[[ EXTRACTED RECORDS, beginning ]]

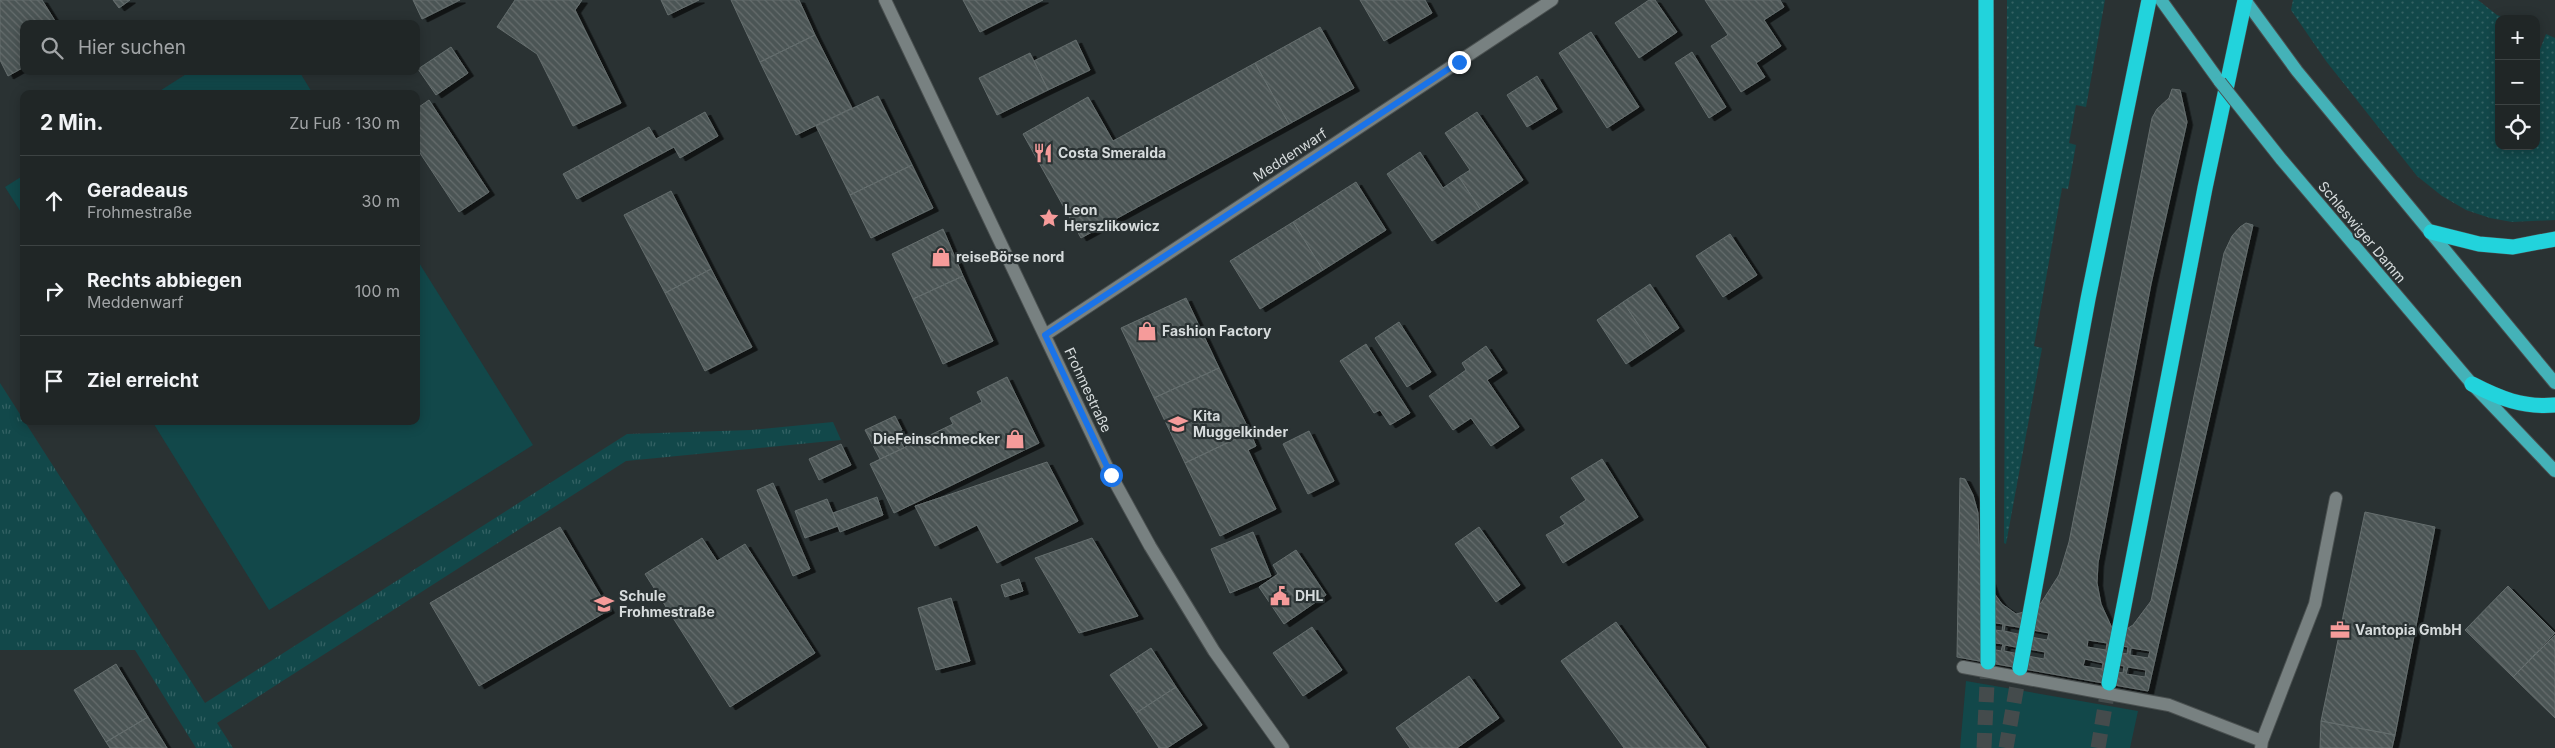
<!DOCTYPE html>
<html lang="de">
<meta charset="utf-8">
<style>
body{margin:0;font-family:Inter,sans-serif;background:#282e2e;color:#f1f3f6}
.controls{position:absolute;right:15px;top:15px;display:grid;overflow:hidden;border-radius:10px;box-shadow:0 2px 12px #0003}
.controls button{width:45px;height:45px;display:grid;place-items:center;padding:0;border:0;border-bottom:1px solid #3d4343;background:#202626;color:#f1f3f6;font:25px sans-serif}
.stop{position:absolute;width:15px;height:15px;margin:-11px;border:4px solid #1a73e8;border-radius:50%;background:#fff}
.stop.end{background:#1a73e8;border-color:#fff;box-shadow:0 1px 5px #0008}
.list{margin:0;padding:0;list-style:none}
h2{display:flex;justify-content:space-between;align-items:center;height:65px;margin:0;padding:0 20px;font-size:21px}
h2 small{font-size:16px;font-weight:400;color:#a2a5a7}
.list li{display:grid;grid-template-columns:32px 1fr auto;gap:15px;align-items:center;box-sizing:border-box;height:90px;padding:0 20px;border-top:1px solid #3d4343}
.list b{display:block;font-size:19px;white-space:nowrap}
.list p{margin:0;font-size:16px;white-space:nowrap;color:#a2a5a7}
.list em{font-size:16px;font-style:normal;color:#a2a5a7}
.icon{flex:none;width:28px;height:28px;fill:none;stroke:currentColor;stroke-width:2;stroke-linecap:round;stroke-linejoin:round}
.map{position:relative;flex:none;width:2555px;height:748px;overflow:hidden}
.search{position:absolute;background:#202626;box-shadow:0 2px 12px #0003;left:20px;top:20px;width:400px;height:55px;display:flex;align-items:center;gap:12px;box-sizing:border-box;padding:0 18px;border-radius:10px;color:#a2a5a7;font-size:19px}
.panel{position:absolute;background:#202626;box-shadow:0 2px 12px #0003;left:20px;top:90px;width:400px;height:335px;border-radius:10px}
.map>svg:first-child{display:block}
.grass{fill:url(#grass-dots)}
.park{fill:url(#park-tufts)}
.garden{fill:#12484a}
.building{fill:url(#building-back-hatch);stroke:#656e6e;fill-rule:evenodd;filter:url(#shadow)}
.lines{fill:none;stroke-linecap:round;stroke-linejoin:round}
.highway-tunnel{stroke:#444b4c;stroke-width:15;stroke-dasharray:15 8;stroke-linecap:butt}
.minor-casing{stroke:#4a5050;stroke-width:14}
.major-casing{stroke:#4a5050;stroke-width:14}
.highway-casing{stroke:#4a5050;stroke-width:16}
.minor{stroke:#788181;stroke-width:12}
.major{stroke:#44b2b8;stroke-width:12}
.highway{stroke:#22d3dc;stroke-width:15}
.major-bridge-casing{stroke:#4a5050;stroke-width:14;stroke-linecap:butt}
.major-bridge{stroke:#44b2b8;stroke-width:12}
.route{stroke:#1a73e8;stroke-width:6}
.labels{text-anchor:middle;stroke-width:4.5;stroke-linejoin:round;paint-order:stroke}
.poi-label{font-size:14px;font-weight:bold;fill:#d6dbdc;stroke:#2a3233;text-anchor:start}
.street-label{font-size:14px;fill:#d6dbdc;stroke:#2a3233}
</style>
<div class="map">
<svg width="2555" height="748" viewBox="0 0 2555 748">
<defs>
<pattern id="grass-dots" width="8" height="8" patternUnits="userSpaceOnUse" patternTransform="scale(1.25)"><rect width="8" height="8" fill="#12484a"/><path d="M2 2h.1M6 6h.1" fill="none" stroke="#346264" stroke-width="1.8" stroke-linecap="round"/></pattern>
<pattern id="park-tufts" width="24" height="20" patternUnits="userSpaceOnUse" patternTransform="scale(1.25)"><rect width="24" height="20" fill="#12484a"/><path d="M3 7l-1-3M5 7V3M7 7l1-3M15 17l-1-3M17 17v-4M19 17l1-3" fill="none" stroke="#346264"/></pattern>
<pattern id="building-back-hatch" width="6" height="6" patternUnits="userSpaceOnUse" patternTransform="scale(1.25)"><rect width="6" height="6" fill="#4c5555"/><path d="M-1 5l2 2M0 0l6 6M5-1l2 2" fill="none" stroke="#656d6d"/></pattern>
<filter id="shadow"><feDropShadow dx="5.5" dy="3" stdDeviation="0" flood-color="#0009"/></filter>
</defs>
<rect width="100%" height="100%" fill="#2a3233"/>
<path class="grass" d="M 2007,0 L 2105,0 L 2086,107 L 2076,105 L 2069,143 L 2076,145 L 2068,189 L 2062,188 L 2034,346 L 2042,348 L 2006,544 L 2004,543 Z
M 2293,0 L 2478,0 L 2497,15 L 2508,19 L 2499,19 L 2499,146 L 2536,146 L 2536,51 L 2539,52 L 2546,34 L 2555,38 L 2555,220 L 2512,222 L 2490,218 L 2466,210 L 2442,196 L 2417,176 L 2326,61 L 2291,10 Z"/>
<path class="park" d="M 0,383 L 205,703 L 627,434 L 751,430 L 833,422 L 841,440 L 626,461 L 217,723 L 233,748 L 196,748 L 135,650 L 0,650 Z"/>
<path class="garden" d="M 191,71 L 299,71 L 313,94 L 155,94 Z
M 24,175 L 24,217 L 5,187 Z
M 416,258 L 533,445 L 269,610 L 152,421 L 416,421 Z
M 1966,681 L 2138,711 L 2130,748 L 1960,748 Z"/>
<path class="building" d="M 0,0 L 42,0 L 57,24 L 24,24 L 24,67 L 8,76 L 0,60 Z
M 113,0 L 130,0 L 119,8 Z
M 413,0 L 460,0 L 422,19 Z
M 515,0 L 582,0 L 575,10 L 621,103 L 573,126 L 537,54 L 497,27 Z
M 661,0 L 699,0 L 668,15 Z
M 731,0 L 799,0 L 815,35 L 760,62 Z
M 963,0 L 1043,0 L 980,32 Z
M 1360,0 L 1425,0 L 1432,13 L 1384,41 Z
M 1649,0 L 1655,0 L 1677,32 L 1639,58 L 1615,23 Z
M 1705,0 L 1780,0 L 1784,7 L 1764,20 L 1781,46 L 1756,63 L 1765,77 L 1741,92 L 1711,46 L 1728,35 Z
M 1320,27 L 1354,88 L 1289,124 L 1255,63 Z
M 1591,32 L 1639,107 L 1607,128 L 1559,53 Z
M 815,35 L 852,108 L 796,135 L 760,62 Z
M 1076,40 L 1090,70 L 1048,90 L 1034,61 Z
M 451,47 L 468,73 L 436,95 L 418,69 Z
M 1692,52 L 1726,107 L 1709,118 L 1675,63 Z
M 1030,53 L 1048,90 L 997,115 L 979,78 Z
M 1255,63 L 1289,124 L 1081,238 L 1023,134 L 1088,97 L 1113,141 Z
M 1537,76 L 1557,109 L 1527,127 L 1507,95 Z
M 2172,89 L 2180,90 L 2187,122 L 2151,284 L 2098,563 L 2097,583 L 2101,604 L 2112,628 L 2125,630 L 2133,625 L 2151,601 L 2224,253 L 2232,236 L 2240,227 L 2246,223 L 2253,225 L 2148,691 L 1957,657 L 1960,478 L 1965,479 L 1973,495 L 1978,513 L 1979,543 L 1983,562 L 1994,593 L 2002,604 L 2016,614 L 2032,610 L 2041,603 L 2059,575 L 2069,542 L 2152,118 L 2157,109 L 2169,98 ZM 1983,621 L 2003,624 L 2002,631 L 1981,628 ZM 2005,625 L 2024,628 L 2022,635 L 2004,631 ZM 2027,629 L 2049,633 L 2047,640 L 2025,636 ZM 2088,640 L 2107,643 L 2106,650 L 2087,647 ZM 1982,641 L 2003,644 L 2001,651 L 1981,647 ZM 2109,644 L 2128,647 L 2127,654 L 2108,650 ZM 2005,645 L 2021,648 L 2019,654 L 2004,651 ZM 2023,648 L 2045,652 L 2044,659 L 2022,655 ZM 2131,648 L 2150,651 L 2148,658 L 2130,655 ZM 2085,659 L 2103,663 L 2102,669 L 2083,666 ZM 2106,663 L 2124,666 L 2123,673 L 2104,669 ZM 2128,667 L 2146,670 L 2145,677 L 2126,674 Z
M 878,96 L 912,165 L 850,195 L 816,126 Z
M 429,100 L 489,192 L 459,212 L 416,147 L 416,109 Z
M 705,112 L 718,136 L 680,158 L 674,147 L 577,199 L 563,174 L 649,127 L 656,139 Z
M 1477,112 L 1523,180 L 1480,209 L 1459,177 L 1470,170 L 1445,133 Z
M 1420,152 L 1443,188 L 1459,177 L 1480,209 L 1432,241 L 1387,174 Z
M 912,165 L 933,208 L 871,238 L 850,195 Z
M 1356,182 L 1386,230 L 1323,270 L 1293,222 Z
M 671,191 L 711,269 L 665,293 L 624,215 Z
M 1293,222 L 1323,270 L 1260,309 L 1230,261 Z
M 943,229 L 963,276 L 913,299 L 892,254 Z
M 1730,234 L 1757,275 L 1723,297 L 1696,256 Z
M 711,269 L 752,347 L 705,371 L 665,293 Z
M 963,276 L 993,341 L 943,364 L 913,299 Z
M 1650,284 L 1679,328 L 1653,346 L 1623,302 Z
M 1186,298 L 1219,368 L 1154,398 L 1121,328 Z
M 1623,302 L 1653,346 L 1626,364 L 1597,320 Z
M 1399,322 L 1431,372 L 1407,387 L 1375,338 Z
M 1366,344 L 1410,413 L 1390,425 L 1380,410 L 1374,413 L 1340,361 Z
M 1486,346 L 1502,370 L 1487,380 L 1519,427 L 1491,446 L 1471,418 L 1453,430 L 1429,396 L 1466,370 L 1462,363 Z
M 1219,368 L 1250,432 L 1185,463 L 1154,398 Z
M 1007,377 L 1039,443 L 894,513 L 870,464 L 953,424 L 950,418 L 982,402 L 977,392 Z
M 895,416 L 902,430 L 897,432 L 904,448 L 880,459 L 865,430 Z
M 1309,431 L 1334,481 L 1308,494 L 1283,444 Z
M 1250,432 L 1256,446 L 1248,450 L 1276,509 L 1220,536 L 1185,463 Z
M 841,444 L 851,465 L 819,480 L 809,459 Z
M 1602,459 L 1638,517 L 1563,563 L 1546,535 L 1565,524 L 1560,517 L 1586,500 L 1571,478 Z
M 1047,462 L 1078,521 L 997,563 L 977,525 L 935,546 L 915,506 Z
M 773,483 L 810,569 L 793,576 L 757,490 Z
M 877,497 L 883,515 L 840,532 L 833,513 Z
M 827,499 L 838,526 L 805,538 L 795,511 Z
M 2365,512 L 2435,527 L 2395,735 L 2321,721 Z
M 560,527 L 609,610 L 479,686 L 430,603 Z
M 1479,527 L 1520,585 L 1496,602 L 1455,544 Z
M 1253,532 L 1271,576 L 1230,593 L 1211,549 Z
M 702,538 L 717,561 L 745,544 L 815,653 L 730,707 L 645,574 Z
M 1092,538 L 1138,616 L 1079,633 L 1035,558 Z
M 1296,550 L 1326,595 L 1284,624 L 1259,587 L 1278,574 L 1273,565 Z
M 1019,579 L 1023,591 L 1005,597 L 1001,585 Z
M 2508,586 L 2555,633 L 2513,677 L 2465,630 Z
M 951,598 L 970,661 L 936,670 L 918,608 Z
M 1616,622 L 1706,748 L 1624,748 L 1561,661 Z
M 1312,627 L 1342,670 L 1303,696 L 1273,653 Z
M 2555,635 L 2555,718 L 2513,677 Z
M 1151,648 L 1176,687 L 1136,713 L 1110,675 Z
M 116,664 L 148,717 L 106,742 L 74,690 Z
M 1469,676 L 1499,718 L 1457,748 L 1410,748 L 1396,728 Z
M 1176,687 L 1202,725 L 1167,748 L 1159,748 L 1136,713 Z
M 148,717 L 167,748 L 110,748 L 106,742 Z
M 2321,721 L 2395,735 L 2392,748 L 2320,748 Z"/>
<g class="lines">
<path class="highway-tunnel" d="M 1984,748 L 1988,662
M 2006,748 L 2020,668
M 2098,748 L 2109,683"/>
<defs>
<path id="minor" d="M 885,0 L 1111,475 L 1150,546 L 1214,651 L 1283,748
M 1045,335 L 1552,0
M 1963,667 L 2169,705 L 2262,741
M 2261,748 L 2262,741 L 2315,604 L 2336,498"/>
<path id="major" d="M 2161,0 L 2220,82
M 2245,0 L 2297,71 L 2555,383
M 2281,159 L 2472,384 L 2555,471"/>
<path id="highway" d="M 1986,0 L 1988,662
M 2431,232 L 2479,244 L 2513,247 L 2555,239
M 2472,384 C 2499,398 2523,408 2555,405
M 2020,668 L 2088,299 L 2149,0
M 2109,683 L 2205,188 L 2245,0"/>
</defs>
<use href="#minor" class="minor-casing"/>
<use href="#major" class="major-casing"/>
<use href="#highway" class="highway-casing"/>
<use href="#minor" class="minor"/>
<use href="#major" class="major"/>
<use href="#highway" class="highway"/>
<defs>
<path id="major-bridge" d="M 2220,82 L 2281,159"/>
</defs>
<use href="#major-bridge" class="major-bridge-casing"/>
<use href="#major-bridge" class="major-bridge"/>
</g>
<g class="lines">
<path class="route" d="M 1111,475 L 1045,335 L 1459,62"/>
</g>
<defs>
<symbol id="restaurant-bare" viewBox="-9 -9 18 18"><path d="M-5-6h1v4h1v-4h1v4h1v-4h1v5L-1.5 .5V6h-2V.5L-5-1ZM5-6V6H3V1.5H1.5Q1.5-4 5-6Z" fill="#f59b9a" stroke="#2a3233" stroke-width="2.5" paint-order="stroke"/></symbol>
<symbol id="sight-bare" viewBox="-9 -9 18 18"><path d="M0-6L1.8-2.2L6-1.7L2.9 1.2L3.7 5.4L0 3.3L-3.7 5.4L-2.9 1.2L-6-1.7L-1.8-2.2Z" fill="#f59b9a" stroke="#2a3233" stroke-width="2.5" paint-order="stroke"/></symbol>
<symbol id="shop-bare" viewBox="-9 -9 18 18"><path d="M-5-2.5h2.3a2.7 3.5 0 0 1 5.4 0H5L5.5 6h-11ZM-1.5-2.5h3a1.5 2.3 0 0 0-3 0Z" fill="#f59b9a" stroke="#2a3233" stroke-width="2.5" paint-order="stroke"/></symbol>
<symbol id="school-bare" viewBox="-9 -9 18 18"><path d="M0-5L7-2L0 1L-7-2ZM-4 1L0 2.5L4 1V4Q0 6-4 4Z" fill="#f59b9a" stroke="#2a3233" stroke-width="2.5" paint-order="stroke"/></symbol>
<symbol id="civic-bare" viewBox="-9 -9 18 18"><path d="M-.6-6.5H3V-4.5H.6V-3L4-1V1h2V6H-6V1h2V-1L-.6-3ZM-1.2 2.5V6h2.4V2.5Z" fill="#f59b9a" stroke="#2a3233" stroke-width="2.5" paint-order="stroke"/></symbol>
<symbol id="office-bare" viewBox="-9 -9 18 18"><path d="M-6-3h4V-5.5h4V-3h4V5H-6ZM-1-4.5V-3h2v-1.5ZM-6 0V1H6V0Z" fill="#f59b9a" stroke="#2a3233" stroke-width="2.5" paint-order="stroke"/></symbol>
</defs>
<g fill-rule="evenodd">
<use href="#restaurant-bare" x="1029" y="139" width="28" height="28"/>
<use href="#sight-bare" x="1035" y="204" width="28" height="28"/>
<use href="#shop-bare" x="927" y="243" width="28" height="28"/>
<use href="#shop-bare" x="1133" y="317" width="28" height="28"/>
<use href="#school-bare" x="1164" y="410" width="28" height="28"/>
<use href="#shop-bare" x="1001" y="425" width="28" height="28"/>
<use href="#civic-bare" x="1266" y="582" width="28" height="28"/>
<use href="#school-bare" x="590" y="590" width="28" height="28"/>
<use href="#office-bare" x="2326" y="616" width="28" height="28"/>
</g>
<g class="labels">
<g class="poi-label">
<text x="1058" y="158">Costa Smeralda</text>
<text x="1064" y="215">Leon<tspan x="1064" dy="16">Herszlikowicz</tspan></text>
<text x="956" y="262">reiseBörse nord</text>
<text x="1162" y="336">Fashion Factory</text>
<text x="1193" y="421">Kita<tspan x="1193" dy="16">Muggelkinder</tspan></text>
<text x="1000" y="444" text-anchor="end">DieFeinschmecker</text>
<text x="619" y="601">Schule<tspan x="619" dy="16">Frohmestraße</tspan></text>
<text x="1295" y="601">DHL</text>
<text x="2355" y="635">Vantopia GmbH</text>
</g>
<g class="street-label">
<text transform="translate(1290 155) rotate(-33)" y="5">Meddenwarf</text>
<text transform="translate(2362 232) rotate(50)" y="5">Schleswiger Damm</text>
<text transform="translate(1088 390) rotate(65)" y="5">Frohmestraße</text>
</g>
</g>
</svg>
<div class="controls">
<button>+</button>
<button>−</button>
<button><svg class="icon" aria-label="locate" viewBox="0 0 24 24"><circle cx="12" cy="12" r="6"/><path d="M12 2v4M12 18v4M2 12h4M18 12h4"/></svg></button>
</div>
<div class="stop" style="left:1111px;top:475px"></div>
<div class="stop end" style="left:1459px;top:62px"></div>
<div class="search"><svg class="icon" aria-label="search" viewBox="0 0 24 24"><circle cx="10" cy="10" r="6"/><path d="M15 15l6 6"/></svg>Hier suchen</div>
<section class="panel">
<h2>2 Min.<small>Zu Fuß · 130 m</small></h2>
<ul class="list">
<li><svg class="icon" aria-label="ahead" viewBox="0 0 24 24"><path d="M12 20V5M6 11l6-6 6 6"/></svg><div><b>Geradeaus</b><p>Frohmestraße</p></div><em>30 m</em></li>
<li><svg class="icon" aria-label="right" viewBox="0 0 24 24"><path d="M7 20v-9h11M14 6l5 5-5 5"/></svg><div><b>Rechts abbiegen</b><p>Meddenwarf</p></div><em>100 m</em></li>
<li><svg class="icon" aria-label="arrive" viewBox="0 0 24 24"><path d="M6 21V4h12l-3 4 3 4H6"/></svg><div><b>Ziel erreicht</b></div></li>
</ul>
</section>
</div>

[[ EXTRACTED RECORDS, end ]]

_HOW TO COMPLETE THIS TASK_: If a line in the listing contains the string "white", count it; then give only the number of such lines.

_SOLVED EXERCISE_: 2